12.  Article 41 of the Convention provides:

“If the Court finds that there has been a violation of the Convention or the Protocols thereto, and if the internal law of the High Contracting Party concerned allows only partial reparation to be made, the Court shall, if necessary, afford just satisfaction to the injured party.”

13.  Regard being had to the documents in its possession and to its case‑law (see, in particular, Krasnoshapka v. Ukraine, no. 23786/02, §§ 61 and 66, 30 November 2006), the Court considers it reasonable to award the sums indicated in the appended table.

14.  The Court considers it appropriate that the default interest rate should be based on the marginal lending rate of the European Central Bank, to which should be added three percentage points.

FOR THESE REASONS, THE COURT, UNANIMOUSLY,

1.  Declares the application admissible;

2.  Holds that it discloses a breach of Article 6 § 1 and Article 13 of the Convention concerning the excessive length of civil proceedings;

3.  Holds

(a)  that the respondent State is to pay the applicant, within three months, the amount indicated in the appended table, to be converted into the currency of the respondent State at the rate applicable at the date of settlement;

(b)  that from the expiry of the above-mentioned three months until settlement simple interest shall be payable on the above amount at a rate equal to the marginal lending rate of the European Central Bank during the default period plus three percentage points.

Done in English, and notified in writing on 21 February 2019, pursuant to Rule 77 §§ 2 and 3 of the Rules of Court.
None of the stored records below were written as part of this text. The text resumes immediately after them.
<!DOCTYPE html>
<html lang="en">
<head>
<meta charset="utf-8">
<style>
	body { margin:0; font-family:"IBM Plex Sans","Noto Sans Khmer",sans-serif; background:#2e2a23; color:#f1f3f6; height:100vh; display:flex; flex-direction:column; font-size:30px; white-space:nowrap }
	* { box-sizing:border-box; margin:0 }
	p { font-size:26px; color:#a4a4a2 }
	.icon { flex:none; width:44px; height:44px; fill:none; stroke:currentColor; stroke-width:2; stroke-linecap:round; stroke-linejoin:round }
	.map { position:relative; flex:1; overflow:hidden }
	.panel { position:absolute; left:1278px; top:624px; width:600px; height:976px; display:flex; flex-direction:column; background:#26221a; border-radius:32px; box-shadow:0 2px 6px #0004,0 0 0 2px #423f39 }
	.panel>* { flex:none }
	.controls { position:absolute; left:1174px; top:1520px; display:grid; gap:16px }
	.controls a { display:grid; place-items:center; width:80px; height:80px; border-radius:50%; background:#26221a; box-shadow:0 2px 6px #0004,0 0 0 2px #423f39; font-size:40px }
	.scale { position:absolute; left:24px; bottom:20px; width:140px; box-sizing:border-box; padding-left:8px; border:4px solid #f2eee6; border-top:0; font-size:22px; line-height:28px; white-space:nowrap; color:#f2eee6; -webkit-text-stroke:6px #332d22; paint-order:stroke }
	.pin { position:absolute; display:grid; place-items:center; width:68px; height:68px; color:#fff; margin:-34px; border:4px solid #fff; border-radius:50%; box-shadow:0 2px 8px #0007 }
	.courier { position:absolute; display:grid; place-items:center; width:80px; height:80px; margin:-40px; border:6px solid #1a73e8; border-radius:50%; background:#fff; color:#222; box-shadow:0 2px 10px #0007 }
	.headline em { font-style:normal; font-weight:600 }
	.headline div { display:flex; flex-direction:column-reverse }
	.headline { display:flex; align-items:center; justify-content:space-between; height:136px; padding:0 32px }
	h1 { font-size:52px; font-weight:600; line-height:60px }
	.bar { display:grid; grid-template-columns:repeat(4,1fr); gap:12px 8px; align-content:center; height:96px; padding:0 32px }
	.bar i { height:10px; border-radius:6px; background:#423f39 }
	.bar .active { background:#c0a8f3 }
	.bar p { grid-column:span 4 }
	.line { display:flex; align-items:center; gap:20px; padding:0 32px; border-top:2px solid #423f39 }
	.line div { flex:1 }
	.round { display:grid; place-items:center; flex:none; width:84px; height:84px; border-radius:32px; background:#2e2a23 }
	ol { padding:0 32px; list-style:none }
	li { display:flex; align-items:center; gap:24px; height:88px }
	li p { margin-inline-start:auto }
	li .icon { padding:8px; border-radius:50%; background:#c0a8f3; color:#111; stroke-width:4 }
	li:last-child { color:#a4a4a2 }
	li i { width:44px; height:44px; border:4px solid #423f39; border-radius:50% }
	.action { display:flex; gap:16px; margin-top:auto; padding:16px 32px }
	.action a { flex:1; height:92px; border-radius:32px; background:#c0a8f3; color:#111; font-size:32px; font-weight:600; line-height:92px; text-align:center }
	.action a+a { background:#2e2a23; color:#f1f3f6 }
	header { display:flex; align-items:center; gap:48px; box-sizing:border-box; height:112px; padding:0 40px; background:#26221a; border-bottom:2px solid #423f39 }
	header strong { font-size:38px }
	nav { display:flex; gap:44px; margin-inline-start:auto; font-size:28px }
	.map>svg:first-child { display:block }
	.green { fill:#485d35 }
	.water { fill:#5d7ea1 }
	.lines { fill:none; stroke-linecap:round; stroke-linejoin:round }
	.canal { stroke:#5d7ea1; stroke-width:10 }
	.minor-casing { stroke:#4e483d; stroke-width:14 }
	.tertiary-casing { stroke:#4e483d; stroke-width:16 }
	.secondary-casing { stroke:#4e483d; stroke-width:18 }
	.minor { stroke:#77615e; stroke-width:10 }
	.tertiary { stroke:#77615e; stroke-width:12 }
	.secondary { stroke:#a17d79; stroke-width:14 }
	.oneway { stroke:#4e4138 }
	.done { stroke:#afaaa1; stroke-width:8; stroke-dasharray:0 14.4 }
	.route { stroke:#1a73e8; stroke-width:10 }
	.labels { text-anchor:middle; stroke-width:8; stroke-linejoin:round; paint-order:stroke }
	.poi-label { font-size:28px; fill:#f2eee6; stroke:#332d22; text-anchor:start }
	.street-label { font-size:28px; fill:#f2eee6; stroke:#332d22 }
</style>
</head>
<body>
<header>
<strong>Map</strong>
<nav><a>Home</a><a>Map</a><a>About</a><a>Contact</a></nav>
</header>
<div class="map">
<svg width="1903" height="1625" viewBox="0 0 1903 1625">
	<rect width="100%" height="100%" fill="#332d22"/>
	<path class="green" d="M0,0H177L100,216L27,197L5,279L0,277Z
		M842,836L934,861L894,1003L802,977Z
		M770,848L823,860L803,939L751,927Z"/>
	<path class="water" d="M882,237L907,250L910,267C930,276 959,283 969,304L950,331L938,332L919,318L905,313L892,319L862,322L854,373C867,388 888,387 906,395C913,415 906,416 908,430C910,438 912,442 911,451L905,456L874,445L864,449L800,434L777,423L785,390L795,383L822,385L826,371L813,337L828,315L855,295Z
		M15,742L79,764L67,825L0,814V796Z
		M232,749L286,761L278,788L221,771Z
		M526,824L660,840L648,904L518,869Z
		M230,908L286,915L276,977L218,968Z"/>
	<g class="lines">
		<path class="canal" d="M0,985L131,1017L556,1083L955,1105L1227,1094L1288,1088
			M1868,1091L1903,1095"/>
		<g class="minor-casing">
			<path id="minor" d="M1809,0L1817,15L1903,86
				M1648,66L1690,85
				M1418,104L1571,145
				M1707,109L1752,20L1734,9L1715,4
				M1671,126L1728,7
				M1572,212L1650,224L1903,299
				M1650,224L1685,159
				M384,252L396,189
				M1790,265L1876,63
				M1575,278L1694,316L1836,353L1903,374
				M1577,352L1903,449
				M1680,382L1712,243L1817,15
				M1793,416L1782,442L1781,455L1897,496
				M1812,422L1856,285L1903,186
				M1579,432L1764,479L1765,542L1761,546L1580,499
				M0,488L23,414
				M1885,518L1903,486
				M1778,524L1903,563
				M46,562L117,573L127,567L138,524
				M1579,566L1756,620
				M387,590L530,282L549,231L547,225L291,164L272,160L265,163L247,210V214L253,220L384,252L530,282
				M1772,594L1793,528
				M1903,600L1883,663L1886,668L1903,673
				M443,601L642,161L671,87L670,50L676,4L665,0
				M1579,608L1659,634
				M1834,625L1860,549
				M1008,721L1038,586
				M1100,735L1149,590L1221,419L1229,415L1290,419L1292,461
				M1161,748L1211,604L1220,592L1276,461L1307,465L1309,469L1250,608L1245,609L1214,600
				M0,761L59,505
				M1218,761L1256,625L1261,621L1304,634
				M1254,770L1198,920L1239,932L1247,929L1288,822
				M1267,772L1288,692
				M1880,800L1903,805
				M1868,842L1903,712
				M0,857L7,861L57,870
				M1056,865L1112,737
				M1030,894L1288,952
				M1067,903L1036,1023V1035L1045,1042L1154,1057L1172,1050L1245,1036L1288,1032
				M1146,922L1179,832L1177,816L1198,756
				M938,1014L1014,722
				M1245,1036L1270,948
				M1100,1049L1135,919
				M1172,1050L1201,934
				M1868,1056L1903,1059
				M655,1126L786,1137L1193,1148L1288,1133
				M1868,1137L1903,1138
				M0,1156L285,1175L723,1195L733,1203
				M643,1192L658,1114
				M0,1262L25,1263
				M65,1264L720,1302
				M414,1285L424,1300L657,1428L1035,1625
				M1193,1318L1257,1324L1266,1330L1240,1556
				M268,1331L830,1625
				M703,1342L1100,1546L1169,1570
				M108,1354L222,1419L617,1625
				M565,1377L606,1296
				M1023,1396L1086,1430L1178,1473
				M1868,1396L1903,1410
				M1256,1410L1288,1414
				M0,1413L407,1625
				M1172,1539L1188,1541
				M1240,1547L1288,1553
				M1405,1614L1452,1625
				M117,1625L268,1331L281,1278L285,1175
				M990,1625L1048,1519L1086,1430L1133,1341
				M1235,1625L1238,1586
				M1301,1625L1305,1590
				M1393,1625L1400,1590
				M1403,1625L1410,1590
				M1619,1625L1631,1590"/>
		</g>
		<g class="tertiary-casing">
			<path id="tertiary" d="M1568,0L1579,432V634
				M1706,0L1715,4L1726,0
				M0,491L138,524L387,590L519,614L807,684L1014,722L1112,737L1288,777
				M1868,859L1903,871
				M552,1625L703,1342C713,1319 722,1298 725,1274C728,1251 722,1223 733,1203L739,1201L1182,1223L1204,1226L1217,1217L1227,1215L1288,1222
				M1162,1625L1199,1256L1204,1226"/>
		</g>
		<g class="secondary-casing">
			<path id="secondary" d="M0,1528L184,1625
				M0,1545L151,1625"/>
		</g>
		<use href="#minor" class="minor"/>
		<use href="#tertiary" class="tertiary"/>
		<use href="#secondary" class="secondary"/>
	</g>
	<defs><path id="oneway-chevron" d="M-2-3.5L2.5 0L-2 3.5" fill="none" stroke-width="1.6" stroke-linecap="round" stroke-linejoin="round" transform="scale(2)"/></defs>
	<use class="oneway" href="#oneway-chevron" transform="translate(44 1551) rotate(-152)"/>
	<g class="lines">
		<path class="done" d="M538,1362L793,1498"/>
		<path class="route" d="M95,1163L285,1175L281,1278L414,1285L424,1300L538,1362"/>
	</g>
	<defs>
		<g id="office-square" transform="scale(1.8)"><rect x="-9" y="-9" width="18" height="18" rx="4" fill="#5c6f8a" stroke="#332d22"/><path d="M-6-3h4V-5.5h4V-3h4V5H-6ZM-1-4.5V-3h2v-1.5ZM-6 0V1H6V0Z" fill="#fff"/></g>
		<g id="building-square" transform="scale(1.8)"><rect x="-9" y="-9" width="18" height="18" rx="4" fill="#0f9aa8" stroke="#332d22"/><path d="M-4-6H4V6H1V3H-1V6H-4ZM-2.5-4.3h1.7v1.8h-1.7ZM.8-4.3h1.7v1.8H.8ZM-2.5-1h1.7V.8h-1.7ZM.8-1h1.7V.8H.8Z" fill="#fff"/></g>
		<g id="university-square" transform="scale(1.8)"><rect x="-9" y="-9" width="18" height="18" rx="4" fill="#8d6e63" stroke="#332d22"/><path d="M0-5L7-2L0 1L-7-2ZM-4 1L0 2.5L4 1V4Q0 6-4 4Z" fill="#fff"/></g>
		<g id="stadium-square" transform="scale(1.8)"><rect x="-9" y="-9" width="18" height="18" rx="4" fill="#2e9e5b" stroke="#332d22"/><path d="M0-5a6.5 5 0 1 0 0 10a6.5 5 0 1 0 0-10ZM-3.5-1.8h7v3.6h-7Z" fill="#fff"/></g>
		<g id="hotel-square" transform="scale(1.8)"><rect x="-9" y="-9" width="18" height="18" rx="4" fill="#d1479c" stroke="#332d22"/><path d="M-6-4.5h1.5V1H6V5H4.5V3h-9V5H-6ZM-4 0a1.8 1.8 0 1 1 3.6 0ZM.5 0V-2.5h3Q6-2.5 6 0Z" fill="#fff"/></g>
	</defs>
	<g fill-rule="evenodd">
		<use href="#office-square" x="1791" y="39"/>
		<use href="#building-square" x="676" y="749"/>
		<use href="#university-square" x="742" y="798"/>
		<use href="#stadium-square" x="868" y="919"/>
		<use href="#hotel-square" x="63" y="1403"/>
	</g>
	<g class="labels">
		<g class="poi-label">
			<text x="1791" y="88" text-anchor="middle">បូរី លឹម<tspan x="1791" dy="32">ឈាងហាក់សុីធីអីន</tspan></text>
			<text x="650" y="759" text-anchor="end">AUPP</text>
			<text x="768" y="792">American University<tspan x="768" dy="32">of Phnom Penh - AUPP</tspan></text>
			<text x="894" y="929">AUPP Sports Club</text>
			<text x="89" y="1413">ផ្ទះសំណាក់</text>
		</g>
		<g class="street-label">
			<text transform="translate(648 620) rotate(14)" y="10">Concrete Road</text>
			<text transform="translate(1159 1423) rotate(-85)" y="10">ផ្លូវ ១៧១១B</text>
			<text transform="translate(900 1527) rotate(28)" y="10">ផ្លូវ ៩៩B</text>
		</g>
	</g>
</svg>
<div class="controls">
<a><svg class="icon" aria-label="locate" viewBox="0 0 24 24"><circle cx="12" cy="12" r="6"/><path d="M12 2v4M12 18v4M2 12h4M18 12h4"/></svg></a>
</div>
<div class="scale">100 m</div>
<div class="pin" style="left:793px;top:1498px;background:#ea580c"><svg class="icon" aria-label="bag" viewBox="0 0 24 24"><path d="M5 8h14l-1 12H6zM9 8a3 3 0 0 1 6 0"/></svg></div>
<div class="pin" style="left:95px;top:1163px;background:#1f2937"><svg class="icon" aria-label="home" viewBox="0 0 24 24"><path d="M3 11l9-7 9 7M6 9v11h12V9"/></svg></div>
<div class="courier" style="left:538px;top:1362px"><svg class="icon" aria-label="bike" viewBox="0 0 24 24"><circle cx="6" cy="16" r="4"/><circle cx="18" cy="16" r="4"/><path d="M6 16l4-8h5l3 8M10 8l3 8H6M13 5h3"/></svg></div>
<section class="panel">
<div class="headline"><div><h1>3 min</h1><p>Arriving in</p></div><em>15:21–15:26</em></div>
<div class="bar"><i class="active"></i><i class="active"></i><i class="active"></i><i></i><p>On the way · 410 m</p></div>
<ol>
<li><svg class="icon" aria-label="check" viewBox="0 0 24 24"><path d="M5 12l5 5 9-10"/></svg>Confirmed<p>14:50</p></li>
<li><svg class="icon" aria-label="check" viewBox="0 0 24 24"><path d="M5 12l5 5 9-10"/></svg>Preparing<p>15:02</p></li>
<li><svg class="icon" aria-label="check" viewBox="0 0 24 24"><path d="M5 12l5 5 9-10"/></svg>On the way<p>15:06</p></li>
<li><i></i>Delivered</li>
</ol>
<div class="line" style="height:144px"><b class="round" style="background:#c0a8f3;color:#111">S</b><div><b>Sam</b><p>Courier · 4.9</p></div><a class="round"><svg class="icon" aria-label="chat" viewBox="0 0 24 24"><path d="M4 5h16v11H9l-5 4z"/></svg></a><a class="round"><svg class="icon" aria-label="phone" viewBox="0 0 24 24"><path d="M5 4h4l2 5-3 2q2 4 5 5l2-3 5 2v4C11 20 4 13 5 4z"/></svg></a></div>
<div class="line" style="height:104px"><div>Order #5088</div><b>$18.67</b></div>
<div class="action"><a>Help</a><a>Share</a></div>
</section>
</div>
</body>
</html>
LivTigerstedt                                                                 Síofra O’Leary
Acting Deputy Registrar                                                            President

 

APPENDIX
Application raising complaints under Article 6 § 1 and Article 13 of the Convention
(excessive length of civil proceedings and lack of any effective remedy in domestic law)

Application no.
Date of introduction
Applicant’s name
Date of birth
Start of proceedings End of proceedings Total length Levels of jurisdiction Amount awarded for pecuniary and non-pecuniary damage and costs and expenses per applicant (in euros)[1]
10494/18
21/02/2018
ValentynaVasylivnaShumelna
22/05/1956
21/03/2005 pending More than 13 years, 9 months and 20 days
3 levels of jurisdiction
4,800

[1].  Plus any tax that may be chargeable to the applicant.